Published:Thursday | December 15, 2011 | 12:00 AM

Fortuitously, the People's National Party (PNP) launched its election manifesto on the eve of tonight's debate on the economy between its shadow finance minister, Dr Peter Phillips, and Mr Audley Shaw, who has had the job in the Jamaica Labour Party (JLP) administration for the past four years.

For there is no more pressing issue on which Jamaica's voters must pronounce when they go to the polls on December 29 and to which the new government must pay attention immediately on taking office.

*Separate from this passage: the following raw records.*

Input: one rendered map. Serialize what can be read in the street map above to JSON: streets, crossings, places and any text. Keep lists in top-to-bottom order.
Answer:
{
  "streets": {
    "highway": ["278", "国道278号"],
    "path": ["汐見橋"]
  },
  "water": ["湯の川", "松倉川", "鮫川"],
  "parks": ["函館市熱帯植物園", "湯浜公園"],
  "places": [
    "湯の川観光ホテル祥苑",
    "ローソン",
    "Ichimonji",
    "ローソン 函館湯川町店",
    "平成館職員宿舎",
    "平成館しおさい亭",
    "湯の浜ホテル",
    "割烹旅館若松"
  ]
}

The cold, stark fact is that the national debt, at $1.6 trillion, or 130 per cent of gross domestic product, as we have been reminded by the International Monetary Fund (IMF) and the rating agencies, is unsustainable.

The critical question that faces those who offer themselves for government, and thus the responsibility for formulating and executing policy, is how they intend to rescue the country from this quagmire of high debt, little or no growth and joblessness. The first part of that answer starts with the courage of whichever party forms the government to take unpopular decisions.

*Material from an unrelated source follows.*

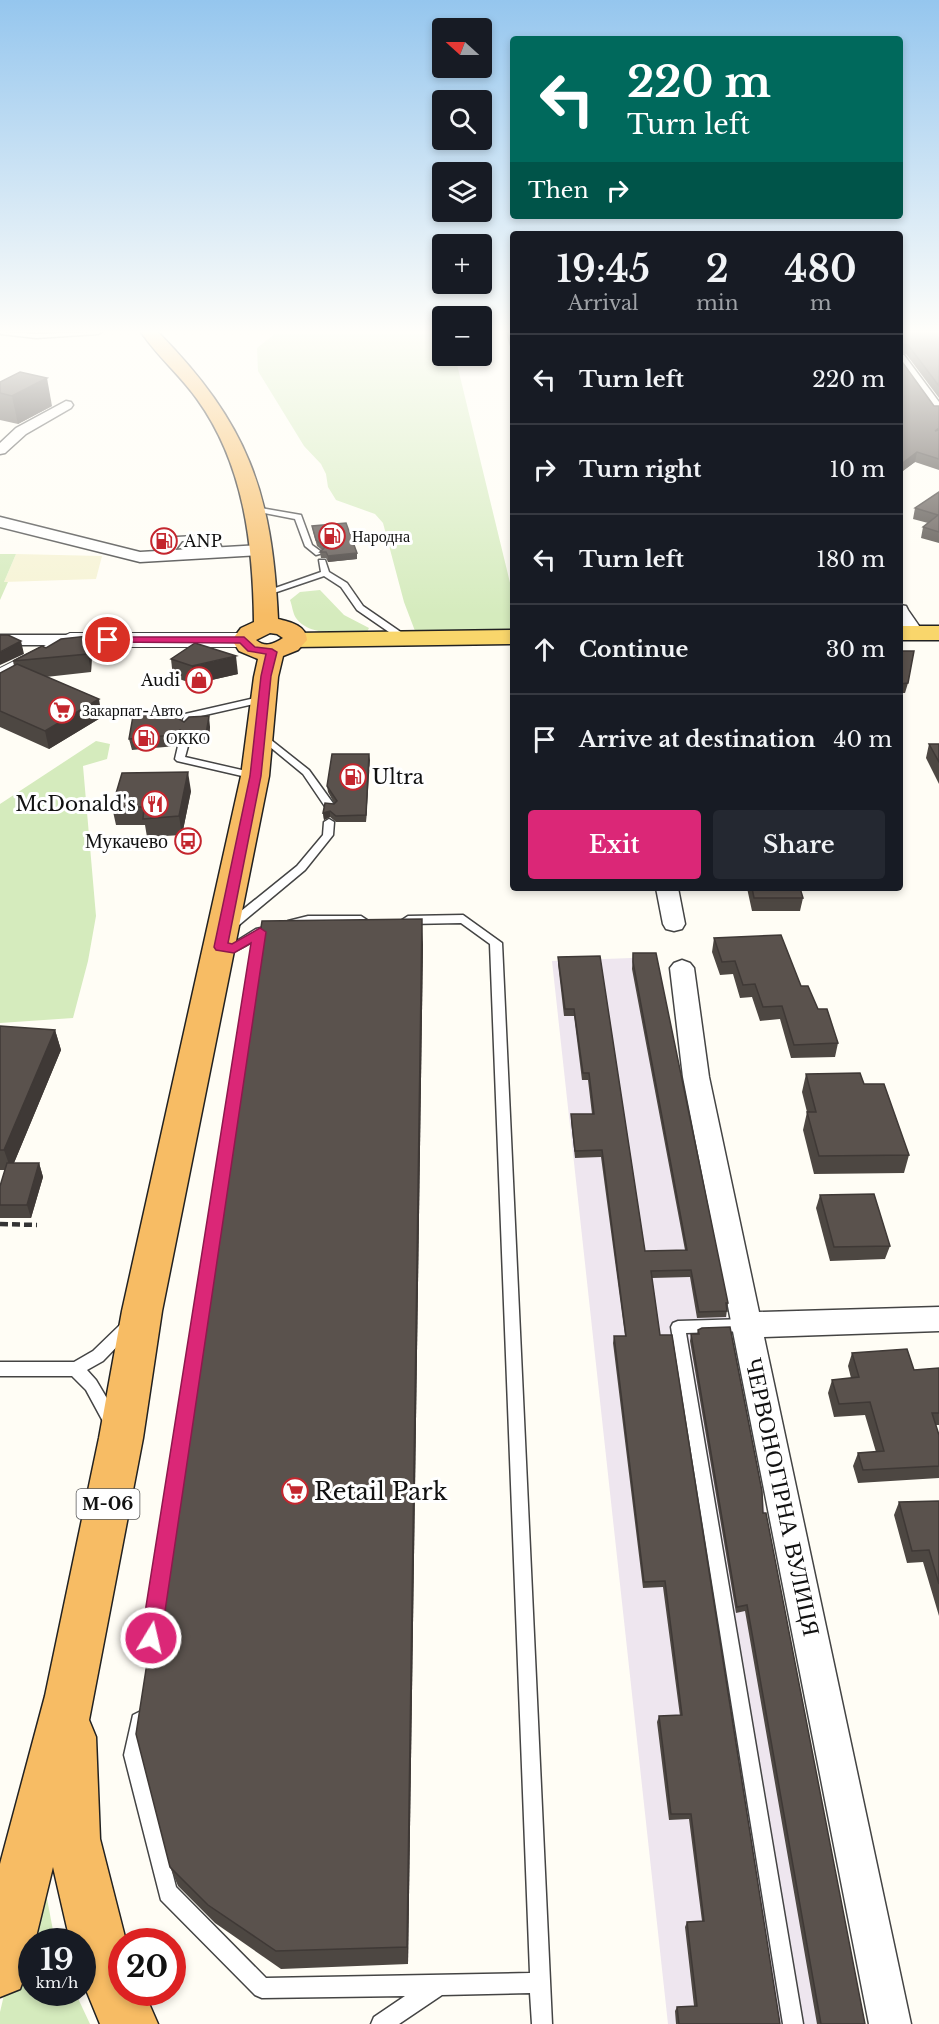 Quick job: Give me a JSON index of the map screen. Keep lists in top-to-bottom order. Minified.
{"streets":{"highway":["М-06"],"street":["ЧЕРВОНОГІРНА ВУЛИЦЯ"]},"places":{"fuel station":["Народна","ANP","ОККО","Ultra"],"shop":["Audi"],"supermarket":["Закарпат-Авто","Retail Park"],"restaurant":["McDonald's"],"bus stop":["Мукачево"]},"north":"left","page":{"map_buttons":["+","−"],"turn":["220 m","Turn left"],"then":"Then","eta":["19:45","Arrival","2","min","480","m"],"list":[{"name":"Turn left","value":"220 m"},{"name":"Turn right","value":"10 m"},{"name":"Turn left","value":"180 m"},{"name":"Continue","value":"30 m"},{"name":"Arrive at destination","value":"40 m"}],"buttons":["Exit","Share"],"speed":"19 km/h","limit":"20"}}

Voters have to be told the truth.

Manifesto declaration

In that regard, note that the first of what the PNP manifesto declares to be 18 steps towards "full people empowerment" is negotiating a borrowing agreement with the IMF. The second is reform of the public sector. Tax and pension reforms, surprisingly, do not make that list of 18, but nonetheless are significant to the party's "plans and strategies" for the macroeconomy and the generation of growth.

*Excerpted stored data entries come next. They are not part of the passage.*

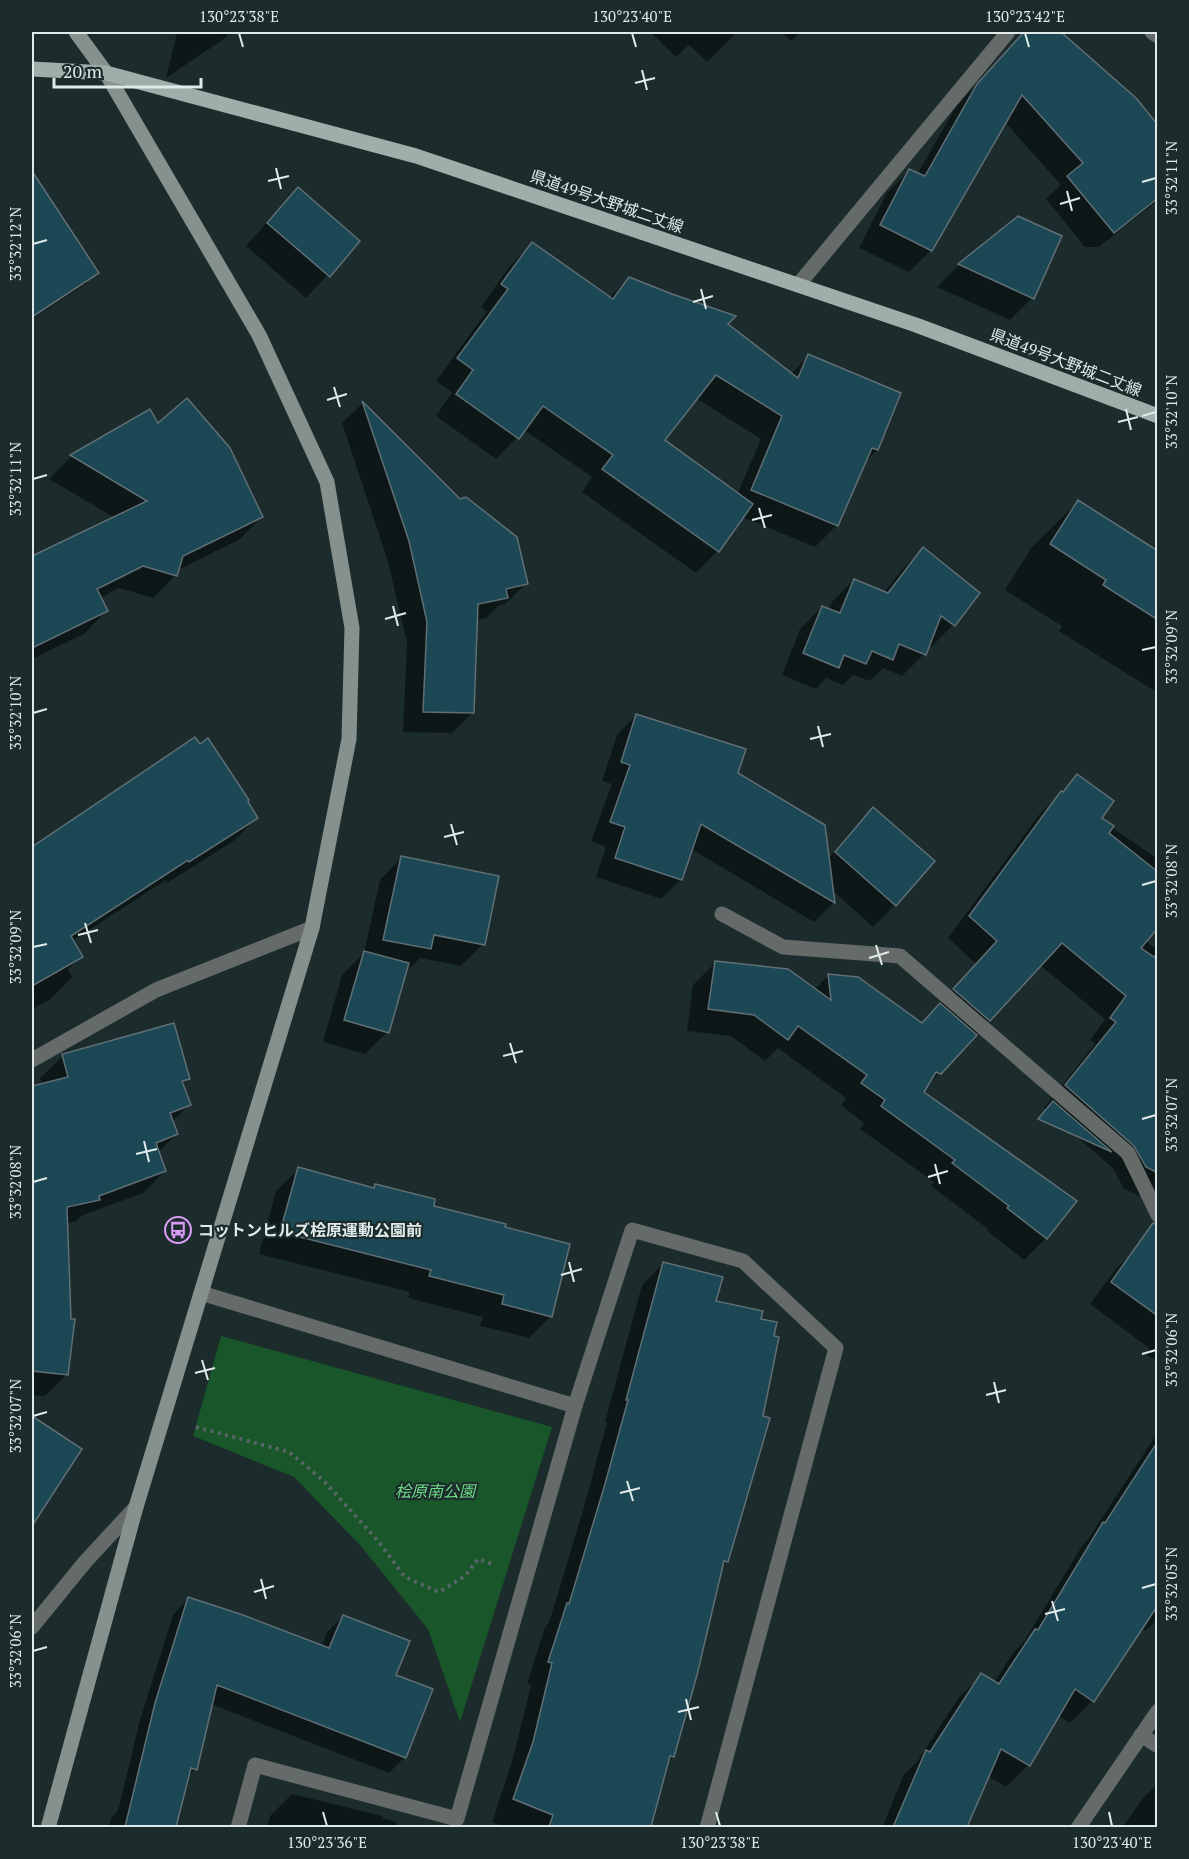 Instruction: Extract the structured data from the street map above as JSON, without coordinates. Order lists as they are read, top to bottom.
{
  "streets": {
    "main road": ["県道49号大野城二丈線"]
  },
  "parks": ["桧原南公園"],
  "places": {
    "bus stop": ["コットンヒルズ桧原運動公園前"]
  },
  "scale_bar": "20 m",
  "coordinates": [
    "130°23'38\"E",
    "130°23'40\"E",
    "130°23'42\"E",
    "33°32'11\"N",
    "33°32'12\"N",
    "33°32'10\"N",
    "33°32'09\"N",
    "33°32'08\"N",
    "33°32'07\"N",
    "33°32'06\"N",
    "33°32'05\"N",
    "130°23'36\"E"
  ]
}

The manifesto, essentially, places the PNP's imprimatur on statements previously made by Dr Phillips. The commitment to an IMF agreement, however, is especially significant, given Mr Shaw's recent equivocation on the matter.

The government's standby agreement with the fund has been off the rails for more than a year, and Mr Shaw told a CVM interviewer that he is taking advice on whether to enter a new one - a declaration that would have caused unease among bilateral and multilateral partners and in financial markets, already reticent towards Jamaica.

Definitive position

We expect that Mr Shaw will be asked for a definitive JLP position on the IMF, and that if he eschews a borrowing relationship, what will be his specific fiscal programme going forward. Likewise, we do not believe it too far out, given that his party has had time to think about the issues, for Dr Phillips to provide a fuller articulation of its approach to negotiations with the IMF that will deliver a programme with achievable targets. This, while maintaining a "responsible fiscal stance" and at the same time achieving "critical social problems". More to the point, both men have to be, if necessary, dragged away from anodyne generalities to the immediate starkness of Jamaica's crisis and the fact the recovery will involve pain.

It is important, too, that Mr Shaw be made to explain the spending bacchanalia and the lack of oversight of the Jamaica Development Infrastructure Programme (JDIP) that occurred under his nose, which we had assumed was supersensitive to any hint of public-sector mismanagement or corruption.

Given existing contractual arrangements, Dr Phillips will have to provide further and better particulars on how a PNP government will wrench an estimated US$75 million from JDIP for its special employment project.

The opinions on this page, except for the above, do not necessarily reflect the views of The Gleaner. To respond to a Gleaner editorial, email us: editor@gleanerjm.com or fax: 922-6223. Responses should be no longer than 400 words. Not all responses will be published.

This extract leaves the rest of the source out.